What's good and what's bad in Bush's tax plan.
WHEN MARRIAGE BUFFS (like us) consider President Bush's proposed tax cuts, we don't obsess over whether they will be good for the economy, or for certain government programs, or for the Republican party. We lose sleep over whether they will be good for the institutions of marriage and the family. And for those who share our little fixation, here's the skinny: President Bush's tax plan contains one very good idea and one very bad one.
The good idea is doubling the child tax credit, from $500 to $1,000. This increase would reflect the principle that raising children is not only a private lifestyle choice, like raising geraniums, but also a socially necessary vocation that deserves and requires support from society.
Unlike reducing marginal rates, which disproportionately benefits the affluent, the child tax credit is non-regressive; the poorest taxpaying family benefits from it just as much as (and proportionately more than) the richest. Moreover, unlike the notoriously unfair dependent care tax credit, which provides tax relief to parents using commercial child care, the child tax credit helps all taxpaying families with children. (Indeed, as part of this year's tax package, we hope that the president and Congress will finally correct the inequity at the heart of the dependent care tax credit, either by replacing it with an even larger child tax credit -- say, $1,500 per child -- or by making it available on a non-discriminatory basis to all families with young children.)
At the same time, while the child tax credit helps many married parents, its connection to marriage itself is indirect. Because the credit is marriage-neutral, it fails to reflect any societal or policy understanding of what marriage is. To get at this deeper issue -- the one that truly sets the heart of the marriage buff aflutter -- we must look at what is surely the most misbegotten tax issue of the past two decades: the so-called marriage penalty. And here is where the Bush tax plan takes a wrong turn. Indeed, the president's proposal to reduce the marriage penalty would weaken marriage, not strengthen it.
To get this issue straight, we need to rewind the tape a bit. For marriage buffs, the tax question on which all else rides is whether we tax married persons as individuals, essentially as if they were single, or treat the married-couple household as a single unit of taxation. Because marriage buffs want public policy to recognize that marriage exists, we cling to the latter formula. Conversely, those who dislike marriage, as well as those who haven't thought it through, or who simply have other tax-policy fish to fry, almost always favor the tax-them-as-individuals approach.
Criticism of something called the "marriage penalty" -- defined as a married couple's paying more in taxes filing jointly than they would if they had remained single and filed separately -- first emerged in the United States in the 1970s. The proposed solution sprang from the ideological Left, and entered the U.S. debate in part by way of Swedish social radicalism: Ignore marriage altogether. Tax everyone individually. Such a shift in public policy would eliminate the marriage penalty, but it would also sharply scale back recognition of marriage in public policy and, in the process, create substantial economic disincentives for all forms of marital interdependence, including the decision of mothers to be at home with children. For the Left as a whole, this posed no problem. And for the anti-marriage Left, what a sweet irony. They could advance their agenda under the rhetorical guise of helping some married couples!

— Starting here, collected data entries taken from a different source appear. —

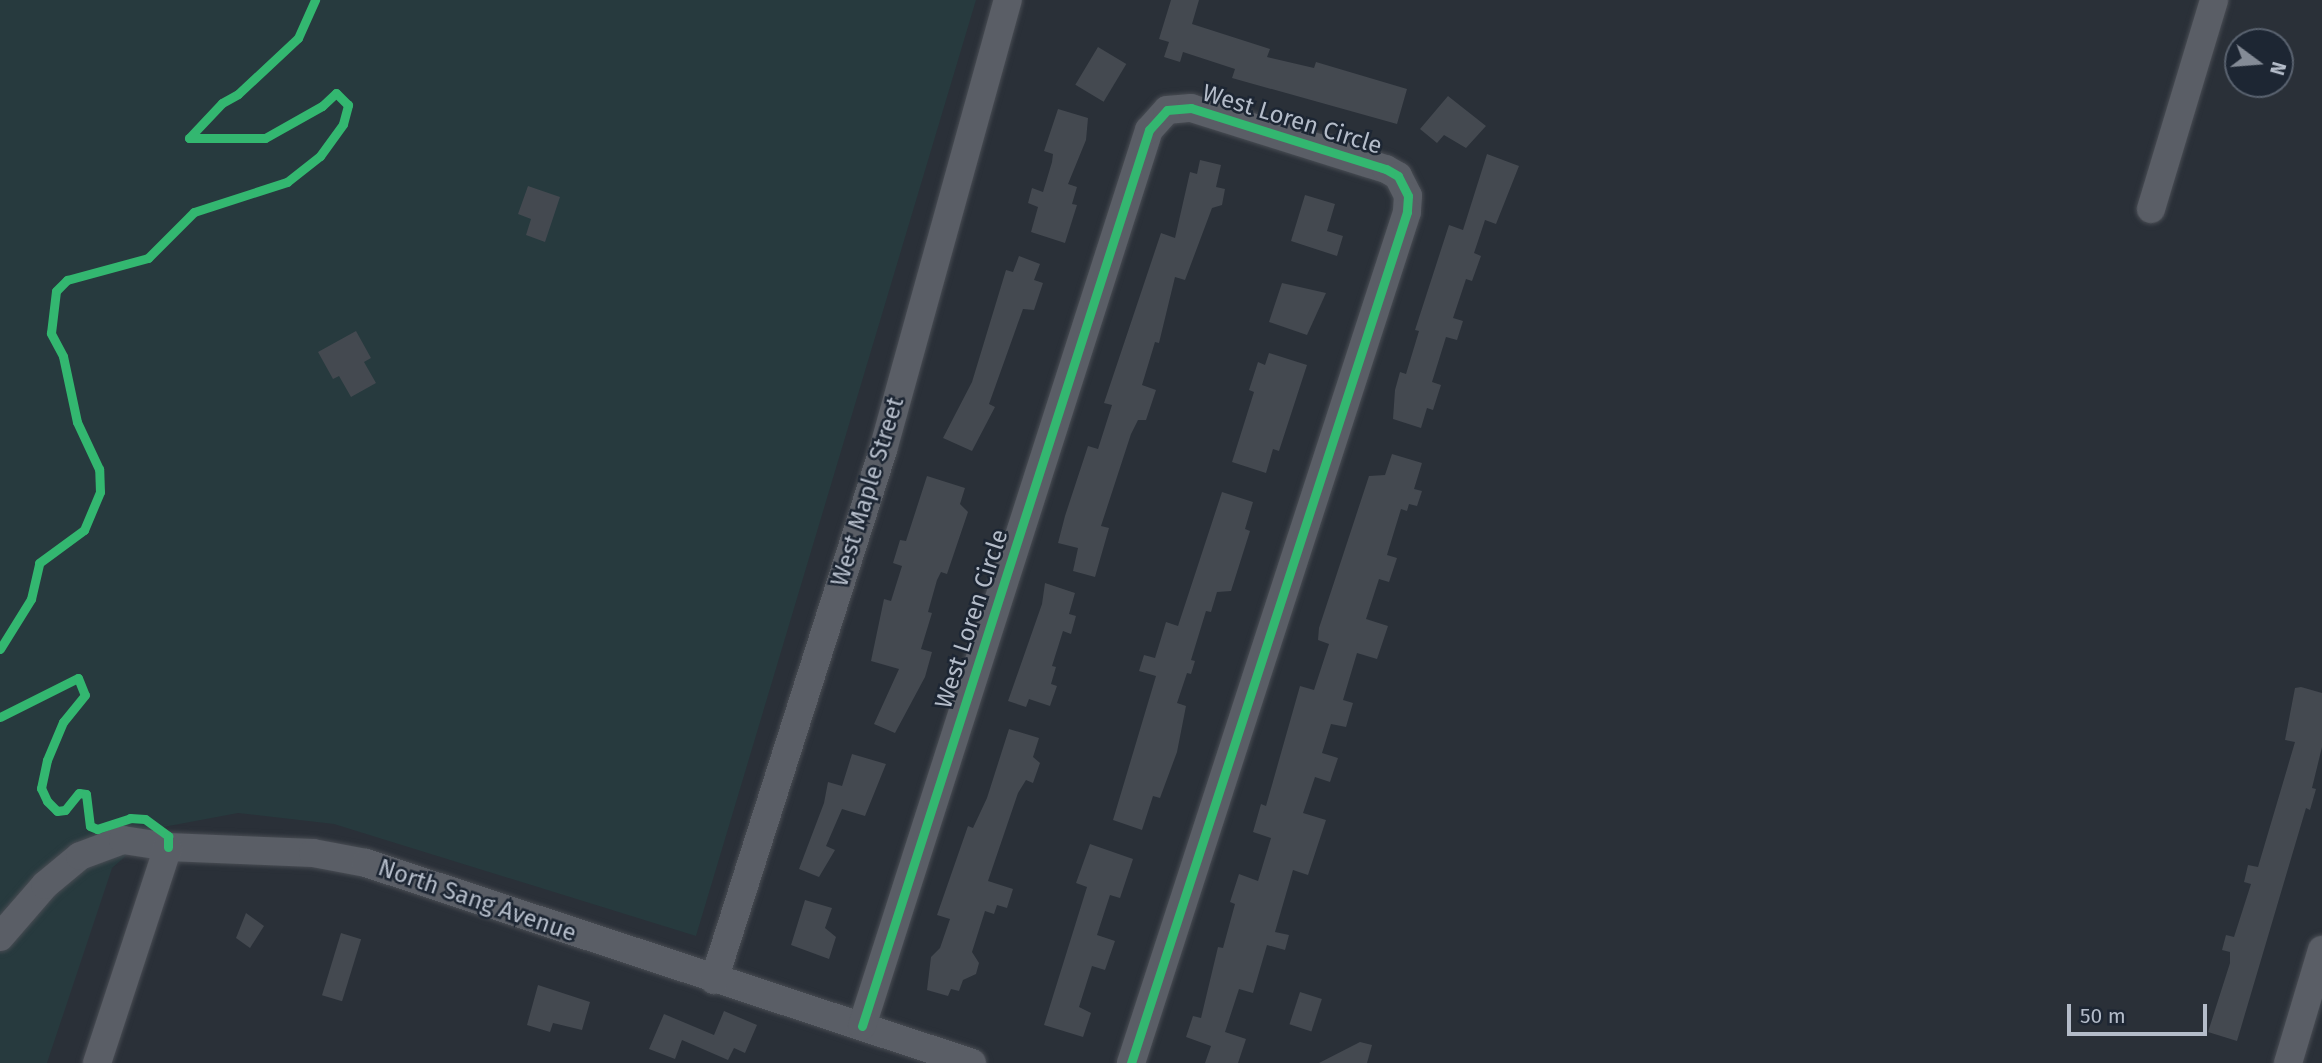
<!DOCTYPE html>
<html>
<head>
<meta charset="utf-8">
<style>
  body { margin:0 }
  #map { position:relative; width:2322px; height:1063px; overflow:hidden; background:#2a3038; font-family:"Fira Sans",sans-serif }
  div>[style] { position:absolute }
  .green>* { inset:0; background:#273a3e }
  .building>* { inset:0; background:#444950; transform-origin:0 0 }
  .roads { filter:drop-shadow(0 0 2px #484c53) drop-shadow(0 0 2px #484c53) }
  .minor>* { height:28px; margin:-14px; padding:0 14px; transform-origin:14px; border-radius:14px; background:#5a5e66 }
  .cycleway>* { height:9px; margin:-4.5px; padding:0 4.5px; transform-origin:4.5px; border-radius:4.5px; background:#33b770 }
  span { translate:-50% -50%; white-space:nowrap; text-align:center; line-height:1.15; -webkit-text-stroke:5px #1d2633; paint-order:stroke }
  .street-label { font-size:24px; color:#b4bcc9 }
  .north { position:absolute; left:2224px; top:28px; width:70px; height:70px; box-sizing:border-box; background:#1d2633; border:2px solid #59626f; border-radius:50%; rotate:106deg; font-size:19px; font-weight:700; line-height:28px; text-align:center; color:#b4bcc9 }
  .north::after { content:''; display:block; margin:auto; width:24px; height:32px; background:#848b96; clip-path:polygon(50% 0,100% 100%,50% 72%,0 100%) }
  .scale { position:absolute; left:2067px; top:1004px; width:140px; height:32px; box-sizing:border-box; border:4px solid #b4bcc9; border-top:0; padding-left:9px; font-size:21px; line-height:24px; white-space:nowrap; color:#b4bcc9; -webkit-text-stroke:5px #1d2633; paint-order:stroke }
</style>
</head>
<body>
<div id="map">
  <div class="green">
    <i style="clip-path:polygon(0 0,976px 0,696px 936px,334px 824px,238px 813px,158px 828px,112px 868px,47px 1063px,0 1063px)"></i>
  </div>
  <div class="building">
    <i style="clip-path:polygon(1171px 0,1199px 0,1192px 24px,1270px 49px,1267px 57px,1314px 68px,1316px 62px,1407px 89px,1397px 124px,1232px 78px,1235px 69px,1183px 52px,1180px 62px,1164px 57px,1169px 42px,1159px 39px)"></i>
    <i style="left:1098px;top:47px;width:33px;height:44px;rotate:31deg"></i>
    <i style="clip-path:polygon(1448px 96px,1486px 126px,1466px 148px,1444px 135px,1437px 143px,1420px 129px)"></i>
    <i style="clip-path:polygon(1058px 109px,1088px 118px,1086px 140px,1068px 184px,1077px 187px,1072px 204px,1077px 205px,1065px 243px,1031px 232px,1038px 207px,1028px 203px,1032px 188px,1043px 192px,1052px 162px,1053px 154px,1044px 151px)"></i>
    <i style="clip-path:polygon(1487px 154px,1519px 166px,1496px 224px,1485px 220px,1474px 253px,1481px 256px,1472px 281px,1466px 279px,1453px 318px,1463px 321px,1457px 340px,1446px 337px,1432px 382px,1441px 385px,1433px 410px,1427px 408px,1421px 428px,1393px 419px,1395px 390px,1400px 372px,1406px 374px,1419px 331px,1415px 330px,1449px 225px,1463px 230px)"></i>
    <i style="clip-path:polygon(1200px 160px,1221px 165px,1216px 187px,1225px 189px,1222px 205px,1212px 208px,1185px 280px,1175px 277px,1159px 343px,1155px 342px,1142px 385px,1156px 390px,1146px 420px,1138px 420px,1131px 434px,1101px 526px,1109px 528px,1095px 577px,1073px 571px,1078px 548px,1058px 543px,1065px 516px,1088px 446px,1098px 449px,1112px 405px,1104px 403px,1161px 233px,1175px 238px,1190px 172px,1197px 174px)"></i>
    <i style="clip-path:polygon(528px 186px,560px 197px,545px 242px,526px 235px,531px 219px,518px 214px)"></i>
    <i style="clip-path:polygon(1305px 195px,1335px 204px,1327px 231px,1343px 236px,1337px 256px,1291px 241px)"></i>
    <i style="clip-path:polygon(1019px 256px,1040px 264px,1034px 280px,1043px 283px,1034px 310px,1023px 309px,989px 404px,995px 407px,972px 451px,943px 438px,972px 382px,1006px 270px,1013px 272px)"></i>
    <i style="clip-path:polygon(1282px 283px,1326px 293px,1307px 335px,1269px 322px)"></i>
    <i style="clip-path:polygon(356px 331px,371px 358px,364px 362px,376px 383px,351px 397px,339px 376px,333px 379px,318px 352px)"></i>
    <i style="clip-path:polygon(1269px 353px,1307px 365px,1279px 451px,1273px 449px,1266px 473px,1232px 462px,1254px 392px,1249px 390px,1258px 362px,1265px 365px)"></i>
    <i style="clip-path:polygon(1392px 454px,1422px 463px,1414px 489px,1422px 491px,1417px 506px,1409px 504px,1407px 511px,1401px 509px,1387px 555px,1397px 558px,1389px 582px,1379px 579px,1366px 619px,1388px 626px,1377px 659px,1357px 653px,1343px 700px,1353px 703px,1346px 727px,1331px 724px,1322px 753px,1338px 758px,1330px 782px,1315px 777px,1303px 813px,1326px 820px,1308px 875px,1293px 870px,1275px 932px,1289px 935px,1285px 950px,1267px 945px,1253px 993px,1239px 989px,1225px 1032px,1246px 1039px,1238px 1063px,1205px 1063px,1211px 1046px,1186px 1037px,1193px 1016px,1201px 1018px,1218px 947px,1223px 948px,1235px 904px,1230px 902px,1239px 874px,1258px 881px,1271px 838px,1253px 832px,1261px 804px,1266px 806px,1300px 686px,1314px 690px,1329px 644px,1318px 640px,1319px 628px,1369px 476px,1385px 475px)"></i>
    <i style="clip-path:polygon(927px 476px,965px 488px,960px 504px,968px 512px,947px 574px,941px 572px,937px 580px,928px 612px,932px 613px,921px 649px,932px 652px,925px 677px,895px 733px,874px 724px,899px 669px,871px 661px,884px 599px,891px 601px,902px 566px,893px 563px,900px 540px,906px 541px)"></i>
    <i style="clip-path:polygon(1222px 492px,1253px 502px,1245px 529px,1250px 531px,1231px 591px,1217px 592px,1211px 612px,1206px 611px,1191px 660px,1195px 661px,1191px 674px,1187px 673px,1177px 703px,1186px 706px,1177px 752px,1160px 798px,1153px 796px,1142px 830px,1113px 820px,1156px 676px,1139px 671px,1144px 655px,1155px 658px,1166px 622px,1178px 626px)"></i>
    <i style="clip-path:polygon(1045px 583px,1075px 593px,1069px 614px,1076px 616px,1071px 634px,1063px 631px,1052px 666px,1056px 667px,1051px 684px,1057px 686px,1050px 706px,1029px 699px,1026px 707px,1008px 701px,1042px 604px)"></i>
    <i style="clip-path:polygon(2301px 687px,2322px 693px,2322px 747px,2312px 788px,2316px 789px,2310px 810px,2306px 808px,2237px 1041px,2208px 1032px,2230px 963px,2230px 952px,2222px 950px,2226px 935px,2234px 937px,2251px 884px,2244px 882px,2248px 865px,2258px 867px,2295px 742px,2285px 740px,2295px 688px)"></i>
    <i style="clip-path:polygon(1009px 729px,1039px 738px,1033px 757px,1040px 763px,1033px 783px,1026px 780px,1018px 793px,988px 881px,1013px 889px,1007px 908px,997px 905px,994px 914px,985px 911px,972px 952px,979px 963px,976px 974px,963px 980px,959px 991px,951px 989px,948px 996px,927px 990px,931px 957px,940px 948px,950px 919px,937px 915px,968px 826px,973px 828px,987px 798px)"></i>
    <i style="clip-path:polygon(852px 754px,886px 764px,865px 816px,842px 809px,826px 846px,835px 850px,819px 877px,799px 869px,824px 803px,828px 782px,842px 786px)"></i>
    <i style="clip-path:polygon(1090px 844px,1133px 859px,1120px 898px,1110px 895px,1097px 935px,1115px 941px,1105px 970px,1092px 966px,1079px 1007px,1091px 1013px,1083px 1037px,1044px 1025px,1087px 887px,1076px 883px)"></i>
    <i style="clip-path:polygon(805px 900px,832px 908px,825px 928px,836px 937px,829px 959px,791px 945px)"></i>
    <i style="clip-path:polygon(246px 913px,264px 926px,250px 948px,236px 938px)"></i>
    <i style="left:341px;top:933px;width:21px;height:65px;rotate:17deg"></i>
    <i style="clip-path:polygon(538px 985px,590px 1002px,582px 1030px,553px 1023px,550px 1032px,527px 1025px)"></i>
    <i style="left:1300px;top:992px;width:23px;height:34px;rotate:18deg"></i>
    <i style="clip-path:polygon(724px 1011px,757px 1025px,745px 1053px,734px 1048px,728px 1060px,682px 1040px,675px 1059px,649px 1049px,664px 1014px,714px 1035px)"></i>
    <i style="clip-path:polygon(1360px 1042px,1372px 1045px,1367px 1063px,1319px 1063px)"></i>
  </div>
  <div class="roads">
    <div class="minor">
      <i style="left:2151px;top:209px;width:218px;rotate:-73.2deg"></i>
      <i style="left:0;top:937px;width:69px;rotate:-49.1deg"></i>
      <i style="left:45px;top:885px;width:45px;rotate:-39.6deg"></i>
      <i style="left:80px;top:856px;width:46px;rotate:-20.4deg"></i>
      <i style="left:123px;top:840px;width:46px;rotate:8.8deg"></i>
      <i style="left:168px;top:847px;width:145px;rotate:2.4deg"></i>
      <i style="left:313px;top:853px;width:54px;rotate:10.7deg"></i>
      <i style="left:366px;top:863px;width:638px;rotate:18.26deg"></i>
      <i style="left:714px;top:980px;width:556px;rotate:-72.31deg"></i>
      <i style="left:883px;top:450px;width:467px;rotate:-74.5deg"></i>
      <i style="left:862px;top:1026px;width:941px;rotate:-72.24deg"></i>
      <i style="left:1149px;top:130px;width:27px;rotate:-48deg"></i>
      <i style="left:1167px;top:110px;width:24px;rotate:-5deg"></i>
      <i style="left:1191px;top:108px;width:204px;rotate:17.4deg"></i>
      <i style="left:1386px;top:169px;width:14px;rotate:30deg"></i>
      <i style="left:1398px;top:176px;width:22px;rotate:63deg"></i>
      <i style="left:1408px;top:196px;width:16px;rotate:94deg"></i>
      <i style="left:1407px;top:212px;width:895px;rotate:107.97deg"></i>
      <i style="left:97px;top:1063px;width:227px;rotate:-71.8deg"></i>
      <i style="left:2288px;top:1063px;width:118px;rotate:-73.3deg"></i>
    </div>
  </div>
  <div class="cycleway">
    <i style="left:189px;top:138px;width:48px;rotate:-46.7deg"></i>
    <i style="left:222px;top:103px;width:18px;rotate:-29deg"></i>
    <i style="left:238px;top:94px;width:82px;rotate:-43deg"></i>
    <i style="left:298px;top:38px;width:42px;rotate:-65.9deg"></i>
    <i style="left:0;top:649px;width:59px;rotate:-58.2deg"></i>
    <i style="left:31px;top:599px;width:37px;rotate:-77deg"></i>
    <i style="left:39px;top:563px;width:56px;rotate:-36.3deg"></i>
    <i style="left:84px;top:530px;width:41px;rotate:-67.2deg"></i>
    <i style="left:100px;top:492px;width:23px;rotate:-92deg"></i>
    <i style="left:99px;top:469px;width:52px;rotate:-115.1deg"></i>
    <i style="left:77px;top:422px;width:67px;rotate:-102deg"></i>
    <i style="left:63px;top:356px;width:26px;rotate:-118deg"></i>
    <i style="left:51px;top:333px;width:42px;rotate:-83.2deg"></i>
    <i style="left:56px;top:291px;width:16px;rotate:-45deg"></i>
    <i style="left:67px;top:280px;width:84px;rotate:-15.2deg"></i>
    <i style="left:148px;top:258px;width:65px;rotate:-45deg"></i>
    <i style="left:194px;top:212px;width:98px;rotate:-17.9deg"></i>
    <i style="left:287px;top:182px;width:42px;rotate:-38.2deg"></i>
    <i style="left:320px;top:156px;width:39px;rotate:-54deg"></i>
    <i style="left:343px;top:124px;width:20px;rotate:-75deg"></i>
    <i style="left:348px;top:105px;width:17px;rotate:-135deg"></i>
    <i style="left:336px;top:93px;width:19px;rotate:137deg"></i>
    <i style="left:322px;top:106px;width:65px;rotate:150.7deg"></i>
    <i style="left:265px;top:138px;width:76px;rotate:180deg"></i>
    <i style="left:0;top:717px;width:87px;rotate:-26.6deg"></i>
    <i style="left:78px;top:678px;width:18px;rotate:68deg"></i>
    <i style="left:85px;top:695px;width:35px;rotate:129deg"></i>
    <i style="left:63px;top:722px;width:41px;rotate:112.8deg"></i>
    <i style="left:47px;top:760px;width:29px;rotate:102deg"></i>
    <i style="left:41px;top:788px;width:14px;rotate:65deg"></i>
    <i style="left:47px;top:801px;width:14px;rotate:45deg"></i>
    <i style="left:57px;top:811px;width:8px;rotate:-7deg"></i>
    <i style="left:65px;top:810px;width:22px;rotate:-51deg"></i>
    <i style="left:79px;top:793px;width:7px;rotate:8deg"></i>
    <i style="left:86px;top:794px;width:32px;rotate:83deg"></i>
    <i style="left:90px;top:826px;width:8px;rotate:23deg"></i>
    <i style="left:97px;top:829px;width:35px;rotate:-18deg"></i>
    <i style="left:130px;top:818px;width:15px;rotate:4deg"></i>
    <i style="left:145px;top:819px;width:29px;rotate:36deg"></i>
    <i style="left:168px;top:836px;width:11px;rotate:90deg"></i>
    <i style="left:862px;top:1026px;width:941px;rotate:-72.24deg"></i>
    <i style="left:1149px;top:130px;width:27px;rotate:-48deg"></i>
    <i style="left:1167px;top:110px;width:24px;rotate:-5deg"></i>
    <i style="left:1191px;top:108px;width:204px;rotate:17.4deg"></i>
    <i style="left:1386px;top:169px;width:14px;rotate:30deg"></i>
    <i style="left:1398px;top:176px;width:22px;rotate:63deg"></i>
    <i style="left:1408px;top:196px;width:16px;rotate:94deg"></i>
    <i style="left:1407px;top:212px;width:895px;rotate:107.97deg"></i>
  </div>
  <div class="street-label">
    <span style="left:1292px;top:120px;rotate:17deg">West Loren Circle</span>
    <span style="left:868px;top:492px;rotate:-73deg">West Maple Street</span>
    <span style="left:972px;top:619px;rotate:-72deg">West Loren Circle</span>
    <span style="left:477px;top:901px;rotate:19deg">North Sang Avenue</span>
  </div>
  <div class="north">N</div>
  <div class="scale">50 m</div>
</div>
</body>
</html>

In the early 1980s, the story got even stranger, as eliminating the Left-defined "marriage penalty" suddenly became a pet cause of supply-side economists in the Reagan administration. Supply-siders' mission is to cut marginal tax rates to induce more and more Americans to get jobs and work longer hours, thus boosting the gross national product. In important respects, however, they are soul mates of the anti-marriage Left. Both groups see the world primarily in terms of autonomous individuals, not family units or people who depend on others. Both strongly favor the market economy over the household economy, and paid work over unpaid work. In particular, both groups look at able-bodied mothers at home with children and see a social problem.